=== Raw data ===

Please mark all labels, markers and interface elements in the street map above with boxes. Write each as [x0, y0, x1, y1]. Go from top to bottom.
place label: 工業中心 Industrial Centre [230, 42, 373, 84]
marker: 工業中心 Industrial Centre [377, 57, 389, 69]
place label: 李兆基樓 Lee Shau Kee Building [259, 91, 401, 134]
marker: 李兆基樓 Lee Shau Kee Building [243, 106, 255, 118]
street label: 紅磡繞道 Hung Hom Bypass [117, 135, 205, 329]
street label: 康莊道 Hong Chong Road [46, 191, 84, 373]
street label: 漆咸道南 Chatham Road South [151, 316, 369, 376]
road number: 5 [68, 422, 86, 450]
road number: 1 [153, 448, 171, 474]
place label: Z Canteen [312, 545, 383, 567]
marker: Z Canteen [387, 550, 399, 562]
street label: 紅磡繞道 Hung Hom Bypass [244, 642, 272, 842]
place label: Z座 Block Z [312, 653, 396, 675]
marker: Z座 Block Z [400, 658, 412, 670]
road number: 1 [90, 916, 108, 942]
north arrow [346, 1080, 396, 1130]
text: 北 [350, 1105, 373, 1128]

===

### What is needed
Print the full listing again, word for word.

### Written answer
Please mark all labels, markers and interface elements in the street map above with boxes. Write each as [x0, y0, x1, y1]. Go from top to bottom.
place label: 工業中心 Industrial Centre [230, 42, 373, 84]
marker: 工業中心 Industrial Centre [377, 57, 389, 69]
place label: 李兆基樓 Lee Shau Kee Building [259, 91, 401, 134]
marker: 李兆基樓 Lee Shau Kee Building [243, 106, 255, 118]
street label: 紅磡繞道 Hung Hom Bypass [117, 135, 205, 329]
street label: 康莊道 Hong Chong Road [46, 191, 84, 373]
street label: 漆咸道南 Chatham Road South [151, 316, 369, 376]
road number: 5 [68, 422, 86, 450]
road number: 1 [153, 448, 171, 474]
place label: Z Canteen [312, 545, 383, 567]
marker: Z Canteen [387, 550, 399, 562]
street label: 紅磡繞道 Hung Hom Bypass [244, 642, 272, 842]
place label: Z座 Block Z [312, 653, 396, 675]
marker: Z座 Block Z [400, 658, 412, 670]
road number: 1 [90, 916, 108, 942]
north arrow [346, 1080, 396, 1130]
text: 北 [350, 1105, 373, 1128]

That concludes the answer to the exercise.